The answer depends on the task. Instead of a blanket rule to "always verify," a smarter approach is to use a risk-based framework. We can think of this as a 2x2 matrix, balancing the impact of a wrong answer against the probability of hallucination.

 

  1. Low impact/low probability (Green zone: safe to trust). This is for low-stakes tasks where the AI is well-grounded, like summarizing a simple, factual document using retrieval-augmented generation (RAG). Here, you can largely trust the output and reduce your cognitive load.

     

  2. Low impact/high probability (Yellow Zone: use for inspiration). This includes creative tasks like brainstorming blog post ideas or writing a poem.

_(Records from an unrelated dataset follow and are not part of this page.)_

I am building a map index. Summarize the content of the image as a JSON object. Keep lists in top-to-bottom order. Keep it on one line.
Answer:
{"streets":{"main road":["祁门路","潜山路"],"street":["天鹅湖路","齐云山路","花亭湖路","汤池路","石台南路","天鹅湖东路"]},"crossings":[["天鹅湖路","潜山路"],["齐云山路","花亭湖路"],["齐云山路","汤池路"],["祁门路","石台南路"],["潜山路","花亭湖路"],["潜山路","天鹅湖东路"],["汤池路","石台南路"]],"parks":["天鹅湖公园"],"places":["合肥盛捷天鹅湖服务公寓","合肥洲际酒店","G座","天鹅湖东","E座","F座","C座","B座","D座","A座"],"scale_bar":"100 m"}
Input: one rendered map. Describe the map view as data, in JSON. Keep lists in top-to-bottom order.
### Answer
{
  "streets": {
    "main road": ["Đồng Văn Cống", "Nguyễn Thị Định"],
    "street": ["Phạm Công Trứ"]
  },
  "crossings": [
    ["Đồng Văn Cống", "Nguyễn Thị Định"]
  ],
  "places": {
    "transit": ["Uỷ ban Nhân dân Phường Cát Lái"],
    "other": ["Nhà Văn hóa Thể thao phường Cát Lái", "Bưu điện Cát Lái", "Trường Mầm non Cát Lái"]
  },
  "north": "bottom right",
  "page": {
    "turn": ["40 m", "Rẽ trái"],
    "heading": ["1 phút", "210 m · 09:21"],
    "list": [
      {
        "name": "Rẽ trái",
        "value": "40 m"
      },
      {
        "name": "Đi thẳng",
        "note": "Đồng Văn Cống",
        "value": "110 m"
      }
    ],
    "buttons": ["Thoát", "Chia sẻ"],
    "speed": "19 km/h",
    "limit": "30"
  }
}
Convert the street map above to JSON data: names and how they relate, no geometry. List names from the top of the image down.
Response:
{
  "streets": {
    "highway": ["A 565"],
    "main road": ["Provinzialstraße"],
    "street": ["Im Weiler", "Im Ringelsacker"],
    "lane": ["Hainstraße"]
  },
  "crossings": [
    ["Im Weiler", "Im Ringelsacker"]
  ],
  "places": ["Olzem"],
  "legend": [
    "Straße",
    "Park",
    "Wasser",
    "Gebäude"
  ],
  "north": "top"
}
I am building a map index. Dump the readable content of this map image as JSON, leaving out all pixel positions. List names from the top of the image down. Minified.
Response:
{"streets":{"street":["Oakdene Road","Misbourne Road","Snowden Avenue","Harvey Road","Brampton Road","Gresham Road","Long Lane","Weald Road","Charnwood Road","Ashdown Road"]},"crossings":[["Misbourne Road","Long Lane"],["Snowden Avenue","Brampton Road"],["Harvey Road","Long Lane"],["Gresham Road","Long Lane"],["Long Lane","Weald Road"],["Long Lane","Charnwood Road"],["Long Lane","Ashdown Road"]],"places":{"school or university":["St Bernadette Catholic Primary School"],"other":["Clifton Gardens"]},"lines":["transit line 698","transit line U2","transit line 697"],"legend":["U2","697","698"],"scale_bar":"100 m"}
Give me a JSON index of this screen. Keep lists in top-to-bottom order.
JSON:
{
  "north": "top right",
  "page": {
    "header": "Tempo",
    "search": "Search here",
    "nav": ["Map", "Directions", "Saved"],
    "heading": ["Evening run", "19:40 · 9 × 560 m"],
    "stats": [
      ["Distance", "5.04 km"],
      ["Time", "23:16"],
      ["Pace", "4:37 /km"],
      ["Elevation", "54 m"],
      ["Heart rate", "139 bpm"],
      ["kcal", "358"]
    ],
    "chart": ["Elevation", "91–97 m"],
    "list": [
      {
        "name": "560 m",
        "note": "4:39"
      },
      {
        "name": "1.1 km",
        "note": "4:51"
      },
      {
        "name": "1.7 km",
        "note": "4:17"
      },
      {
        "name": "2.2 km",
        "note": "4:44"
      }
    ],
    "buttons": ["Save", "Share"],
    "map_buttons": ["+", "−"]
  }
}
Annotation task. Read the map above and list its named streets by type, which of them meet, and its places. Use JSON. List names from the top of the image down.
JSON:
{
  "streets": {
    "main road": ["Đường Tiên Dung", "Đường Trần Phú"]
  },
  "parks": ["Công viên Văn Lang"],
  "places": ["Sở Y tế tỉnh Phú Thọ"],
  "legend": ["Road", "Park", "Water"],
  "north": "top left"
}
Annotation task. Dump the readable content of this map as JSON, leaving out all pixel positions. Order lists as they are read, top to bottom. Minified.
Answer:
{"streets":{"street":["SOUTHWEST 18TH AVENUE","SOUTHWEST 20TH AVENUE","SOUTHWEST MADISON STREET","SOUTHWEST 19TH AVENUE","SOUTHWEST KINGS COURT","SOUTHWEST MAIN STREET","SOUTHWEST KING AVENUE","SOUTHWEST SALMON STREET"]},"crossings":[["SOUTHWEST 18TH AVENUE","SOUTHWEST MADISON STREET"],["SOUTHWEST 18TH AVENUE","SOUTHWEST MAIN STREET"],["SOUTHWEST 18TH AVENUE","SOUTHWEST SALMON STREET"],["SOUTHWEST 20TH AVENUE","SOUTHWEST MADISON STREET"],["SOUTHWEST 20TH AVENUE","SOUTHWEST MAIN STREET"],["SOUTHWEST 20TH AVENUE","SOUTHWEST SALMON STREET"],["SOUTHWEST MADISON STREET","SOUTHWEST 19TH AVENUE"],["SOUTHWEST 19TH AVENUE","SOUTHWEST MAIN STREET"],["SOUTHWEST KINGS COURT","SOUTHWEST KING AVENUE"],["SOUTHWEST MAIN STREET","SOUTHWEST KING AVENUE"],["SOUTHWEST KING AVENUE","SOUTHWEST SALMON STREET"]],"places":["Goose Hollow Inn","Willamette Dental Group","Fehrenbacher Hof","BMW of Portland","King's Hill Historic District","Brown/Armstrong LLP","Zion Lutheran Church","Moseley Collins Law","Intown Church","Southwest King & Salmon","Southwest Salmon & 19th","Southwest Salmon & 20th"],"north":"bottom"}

The output doesn't need to be factually correct, so you can use it freely as a creative partner without verification.

     

  3. High impact/low probability (Yellow Zone: verify). This is for critical tasks where the AI is grounded but the stakes are high, such as summarizing a company's official earnings report. The tool reduces the initial work, but the output must be verified against the source document before making any decisions.

     

  4. High impact/high probability (Red zone: avoid or use with extreme caution). This is the danger zone. Asking an ungrounded AI for medical or legal advice falls here. The risk of a harmful, made-up answer is too high, and using the tool in this way dramatically increases cognitive load and risk.

 

A new deal: Better governance and critical thinking

 

This shift in computing requires a new social contract with technology. The old deal was that we could trust a computer's output. The new deal must be that we apply risk-based judgment to its output. This has huge consequences for our laws, our ethics and our schools.

 

Our current laws are not ready for a world with automated, believable falsehoods. Who is responsible if an AI gives dangerously wrong medical or financial advice? This will likely mean new rules for testing AI, being transparent about how it works and clearly labeling AI-generated content.

 

Most importantly, this new era requires a major change in education. A strong foundation of factual knowledge is more crucial than ever for spotting errors. The most critical skill is no longer knowing the answer, but knowing how to question the answer. Using frameworks like the trust matrix, students need to be taught how to assess the risk of a given task and apply the appropriate level of skepticism. They must learn to use AI not as a perfect oracle, but as a powerful and sometimes flawed partner that requires their judgment.

 

Conclusion

 

The arrival of the hallucination engine signals the end of an era of computational certainty. To see hallucination as just a bug is to miss the point entirely. It is the signature of a new kind of machine that computes with possibilities. Our job isn't to destroy this engine, but to build its steering wheel, brakes and guardrails.

 

Disclaimer: The statements and opinions expressed in this article are those of the author(s) and do not necessarily reflect the positions of Thoughtworks.